From making solidarity videos on TikTok to using Twitter to organize international protests to posting videos to Instagram showing Israeli airstrikes on Gaza, Palestinians and those around the world sympathetic to their plight have made social media a central weapon in the narrative fight against Israel. Those weapons are deployed on many fronts: using different platforms to target multiple audiences — in the region and around the world — while also using apps to coordinate actions among themselves.

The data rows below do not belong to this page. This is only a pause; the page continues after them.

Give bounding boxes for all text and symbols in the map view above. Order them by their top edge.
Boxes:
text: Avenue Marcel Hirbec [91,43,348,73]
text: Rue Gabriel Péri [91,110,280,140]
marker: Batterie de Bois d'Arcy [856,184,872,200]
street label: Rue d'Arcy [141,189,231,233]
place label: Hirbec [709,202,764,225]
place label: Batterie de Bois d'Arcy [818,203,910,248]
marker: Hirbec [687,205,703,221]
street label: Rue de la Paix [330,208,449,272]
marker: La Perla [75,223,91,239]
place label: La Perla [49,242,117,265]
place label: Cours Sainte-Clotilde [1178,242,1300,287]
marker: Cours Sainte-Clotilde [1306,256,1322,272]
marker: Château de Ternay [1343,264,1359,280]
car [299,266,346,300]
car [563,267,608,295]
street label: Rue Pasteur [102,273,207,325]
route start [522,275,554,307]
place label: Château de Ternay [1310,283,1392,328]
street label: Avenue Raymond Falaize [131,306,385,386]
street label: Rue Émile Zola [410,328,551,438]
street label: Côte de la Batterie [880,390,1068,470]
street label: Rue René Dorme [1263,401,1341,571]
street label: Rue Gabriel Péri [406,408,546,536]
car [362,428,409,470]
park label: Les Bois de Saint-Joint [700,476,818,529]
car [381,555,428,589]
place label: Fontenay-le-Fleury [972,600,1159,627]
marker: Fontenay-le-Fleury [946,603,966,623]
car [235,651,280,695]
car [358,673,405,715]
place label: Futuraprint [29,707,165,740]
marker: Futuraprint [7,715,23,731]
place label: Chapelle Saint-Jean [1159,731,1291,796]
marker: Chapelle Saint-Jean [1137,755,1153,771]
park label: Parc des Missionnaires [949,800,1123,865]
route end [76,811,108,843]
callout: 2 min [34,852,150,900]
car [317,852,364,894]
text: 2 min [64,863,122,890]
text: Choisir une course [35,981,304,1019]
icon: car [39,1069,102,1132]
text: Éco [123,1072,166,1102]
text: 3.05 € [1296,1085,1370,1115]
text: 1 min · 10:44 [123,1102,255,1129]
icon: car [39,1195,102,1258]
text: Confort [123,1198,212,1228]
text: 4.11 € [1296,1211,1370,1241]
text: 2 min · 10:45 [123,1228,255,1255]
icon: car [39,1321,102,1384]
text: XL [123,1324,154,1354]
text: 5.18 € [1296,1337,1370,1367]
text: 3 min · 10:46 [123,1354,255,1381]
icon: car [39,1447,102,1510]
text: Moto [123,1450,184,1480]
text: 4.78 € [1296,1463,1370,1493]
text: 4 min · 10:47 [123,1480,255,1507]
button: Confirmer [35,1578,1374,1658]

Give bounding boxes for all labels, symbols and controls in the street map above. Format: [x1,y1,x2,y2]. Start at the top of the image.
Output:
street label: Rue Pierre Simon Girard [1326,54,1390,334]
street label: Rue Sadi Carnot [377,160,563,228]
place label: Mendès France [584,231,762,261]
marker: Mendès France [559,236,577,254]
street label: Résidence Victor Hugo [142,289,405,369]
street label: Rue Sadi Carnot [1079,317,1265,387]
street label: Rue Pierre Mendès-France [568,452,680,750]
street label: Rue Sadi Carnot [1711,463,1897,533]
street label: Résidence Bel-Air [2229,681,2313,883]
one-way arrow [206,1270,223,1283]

The majority use it to counter the Israeli government’s claims and promote a pro-Palestinian narrative, though some take to social media to praise the actions of Hamas.
“It’s like a TikTok intifada,” said Michael Bröning, executive director of the German think tank Friedrich-Ebert-Stiftung’s office in New York, using the Arabic term used to describe previous Palestinian uprisings.
Social media played a central role in past Israel-Gaza wars, where clips on YouTube and messages on Facebook and Twitter aimed to report events in real time. But the emergence of new platforms like Telegram and TikTok have allowed more — and younger — people to engage with this flare-up online. And now that social media platforms are a key delivery system for news consumption, many on the apps can experience the complexities of the region in real time, muddying the usual easy storylines.
“There is a penetration of the mainstream narrative,” said Marwa Fatafta, a Berlin-based policy analyst at Al-Shabaka, a Palestinian-focused think tank headquartered in New York City. “People are able to see with their own eyes, without being censored, what’s going on minute by minute.”
But Palestinians have also found the proliferation of social media to be a “double-edged sword,” in the words of two experts. Far-right Israeli Jewish mobs have reportedly coordinated attacks on Israeli Arabs via the messaging app Telegram, for example, and lies hyping the Palestinian “threat” have spread wildly on WhatsApp. “Palestinians are coming, parents protect your children,” read one message.
“We’re getting more unfiltered perspectives from the Israeli side,” said Emerson Brooking, a senior fellow at the Atlantic Council think tank in Washington, DC, and co-author of LikeWar: The Weaponization of Social Media. The ultimate result is that “it’s not two sides presenting their perspectives. It’s much messier and much less centralized than it was before.”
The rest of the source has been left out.